Requirement
Output the material exactly, line by line.

--- --- ---

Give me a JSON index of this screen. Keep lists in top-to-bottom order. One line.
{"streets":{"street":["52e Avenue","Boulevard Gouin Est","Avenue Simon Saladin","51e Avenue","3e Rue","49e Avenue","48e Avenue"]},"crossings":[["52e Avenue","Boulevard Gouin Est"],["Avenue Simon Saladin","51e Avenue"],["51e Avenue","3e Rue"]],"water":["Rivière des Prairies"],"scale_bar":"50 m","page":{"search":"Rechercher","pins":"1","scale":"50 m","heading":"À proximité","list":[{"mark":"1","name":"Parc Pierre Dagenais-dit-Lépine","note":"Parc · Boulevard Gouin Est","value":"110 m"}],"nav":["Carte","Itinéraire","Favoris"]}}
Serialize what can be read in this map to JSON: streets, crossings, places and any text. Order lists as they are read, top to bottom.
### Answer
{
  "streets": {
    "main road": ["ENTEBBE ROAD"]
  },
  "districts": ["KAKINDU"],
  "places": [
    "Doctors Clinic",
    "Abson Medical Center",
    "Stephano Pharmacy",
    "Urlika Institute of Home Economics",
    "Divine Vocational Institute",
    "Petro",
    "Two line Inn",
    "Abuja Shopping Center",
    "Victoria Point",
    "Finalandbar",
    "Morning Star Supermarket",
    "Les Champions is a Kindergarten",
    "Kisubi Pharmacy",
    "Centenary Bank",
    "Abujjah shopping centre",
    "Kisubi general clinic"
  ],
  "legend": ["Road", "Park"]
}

--- --- ---

Reply to the task
Give me a JSON index of this screen. Keep lists in top-to-bottom order. One line.
{"streets":{"street":["52e Avenue","Boulevard Gouin Est","Avenue Simon Saladin","51e Avenue","3e Rue","49e Avenue","48e Avenue"]},"crossings":[["52e Avenue","Boulevard Gouin Est"],["Avenue Simon Saladin","51e Avenue"],["51e Avenue","3e Rue"]],"water":["Rivière des Prairies"],"scale_bar":"50 m","page":{"search":"Rechercher","pins":"1","scale":"50 m","heading":"À proximité","list":[{"mark":"1","name":"Parc Pierre Dagenais-dit-Lépine","note":"Parc · Boulevard Gouin Est","value":"110 m"}],"nav":["Carte","Itinéraire","Favoris"]}}
Serialize what can be read in this map to JSON: streets, crossings, places and any text. Order lists as they are read, top to bottom.
### Answer
{
  "streets": {
    "main road": ["ENTEBBE ROAD"]
  },
  "districts": ["KAKINDU"],
  "places": [
    "Doctors Clinic",
    "Abson Medical Center",
    "Stephano Pharmacy",
    "Urlika Institute of Home Economics",
    "Divine Vocational Institute",
    "Petro",
    "Two line Inn",
    "Abuja Shopping Center",
    "Victoria Point",
    "Finalandbar",
    "Morning Star Supermarket",
    "Les Champions is a Kindergarten",
    "Kisubi Pharmacy",
    "Centenary Bank",
    "Abujjah shopping centre",
    "Kisubi general clinic"
  ],
  "legend": ["Road", "Park"]
}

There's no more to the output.